Io scrittore di piccolo cabotaggio rendo onore ad un grande personaggio che avrei voluto conoscere personalmente. Ne avverto la mancanza pur non essendosi mai incrociate le nostre strade. Io, scrittore che ben comprendo il fascino e l’emozione che suscita il parto anche d’un piccolo volume, non posso che essere in piena sintonia con quel denominatore comune che unisce autori ed editori, complici di quell’intrinseco bisogno dell’uomo che, dall’epoca dei graffiti, ha sempre avvertito la necessità di affidare al tempo un segno indelebile del proprio pensiero e della propria storia.

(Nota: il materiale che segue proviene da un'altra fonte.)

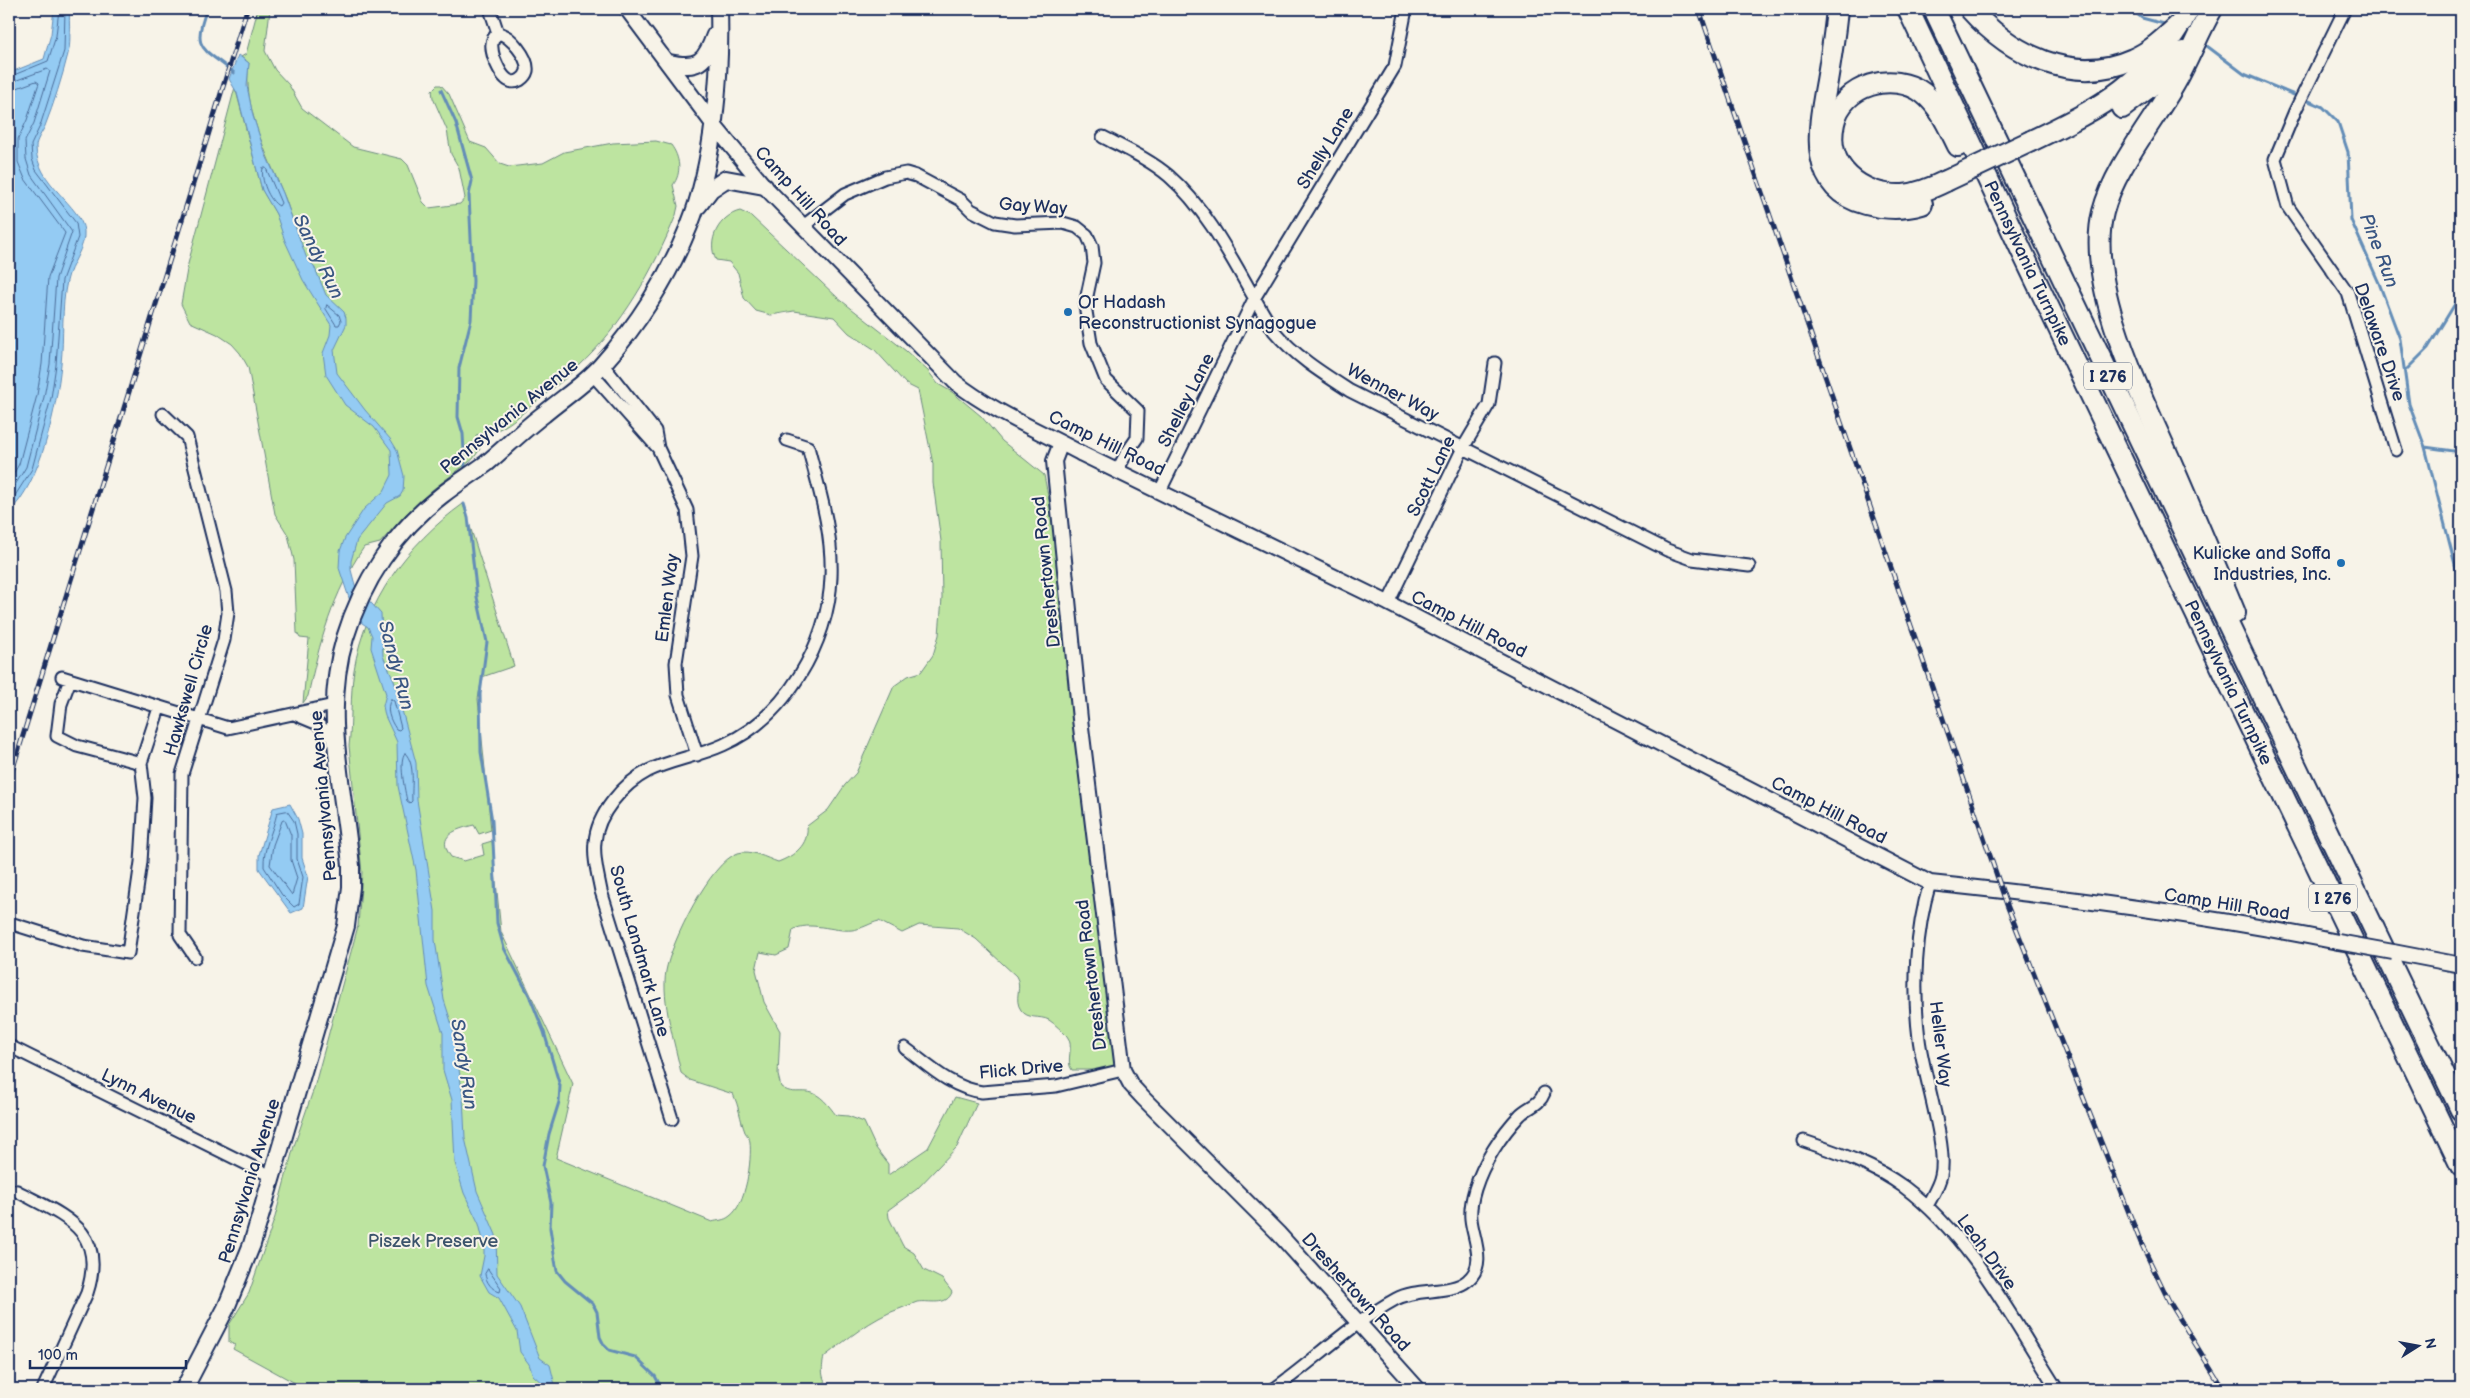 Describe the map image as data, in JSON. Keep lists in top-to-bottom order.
{
  "streets": {
    "highway": ["Pennsylvania Turnpike", "I 276"],
    "main road": ["Pennsylvania Avenue"],
    "street": [
      "Shelly Lane",
      "Camp Hill Road",
      "Gay Way",
      "Delaware Drive",
      "Wenner Way",
      "Shelley Lane",
      "Scott Lane",
      "Dreshertown Road",
      "Emlen Way",
      "Hawkswell Circle",
      "South Landmark Lane",
      "Heller Way",
      "Flick Drive",
      "Lynn Avenue",
      "Leah Drive"
    ]
  },
  "crossings": [
    ["Shelly Lane", "Wenner Way"],
    ["Shelly Lane", "Shelley Lane"],
    ["Camp Hill Road", "Gay Way"],
    ["Camp Hill Road", "Shelley Lane"],
    ["Camp Hill Road", "Pennsylvania Avenue"],
    ["Camp Hill Road", "Scott Lane"],
    ["Camp Hill Road", "Dreshertown Road"],
    ["Camp Hill Road", "Heller Way"],
    ["Wenner Way", "Shelley Lane"],
    ["Wenner Way", "Scott Lane"],
    ["Pennsylvania Avenue", "Emlen Way"],
    ["Pennsylvania Avenue", "Lynn Avenue"],
    ["Dreshertown Road", "Flick Drive"],
    ["Emlen Way", "South Landmark Lane"],
    ["Heller Way", "Leah Drive"]
  ],
  "water": ["Pine Run", "Sandy Run"],
  "parks": ["Piszek Preserve"],
  "places": ["Or Hadash Reconstructionist Synagogue", "Kulicke and Soffa Industries, Inc."],
  "scale_bar": "100 m",
  "north": "right"
} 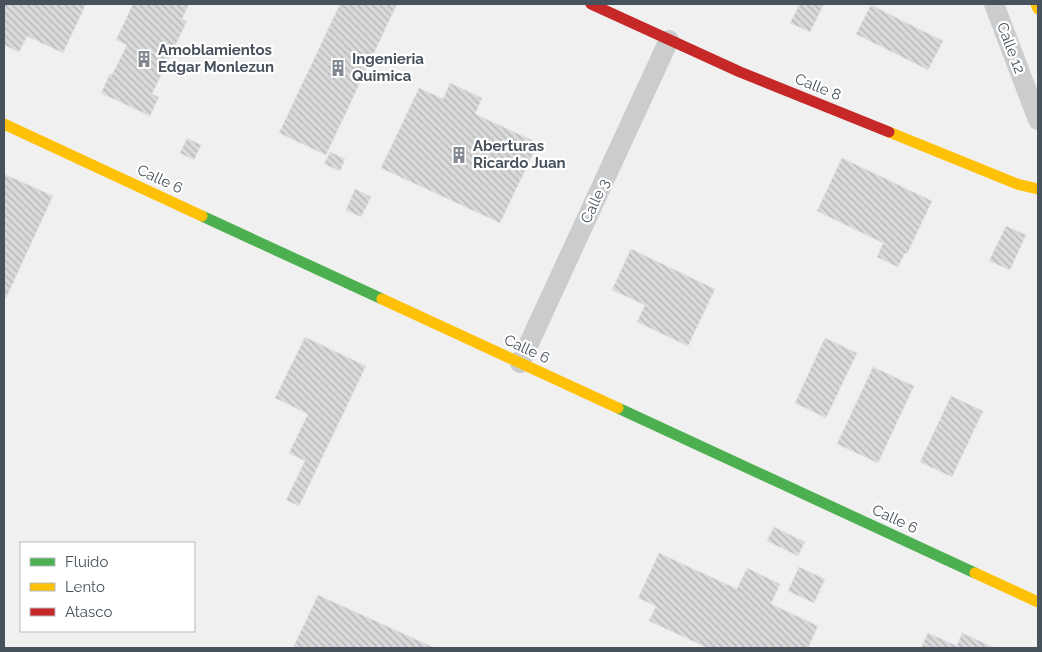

Il mio è un omaggio sincero, ricco di ammirazione e di una profonda condivisione della medesima passione. È l’addio ad una donna che ha sicuramente lasciato un vuoto difficile da colmare, una donna che ha arricchito il sud magnificandone la sua storica cultura. Mancherà a tutti coloro che hanno avuto la fortuna di intraprendere con lei un affascinante percorso. Peccato, davvero un peccato per me non averla mai incontrata. Grazie Elvira Sellerio, grazie a nome di tutti quegli autori grandi e piccoli che hanno visto i propri sogni nascere e vivere, impressi tra le pagine di quei magnifici oggetti che non tramonteranno mai: i libri, i saggi, i romanzi, le opere dell’ingegno, la voce delle parole incise e siglate dal marchio di una casa editrice.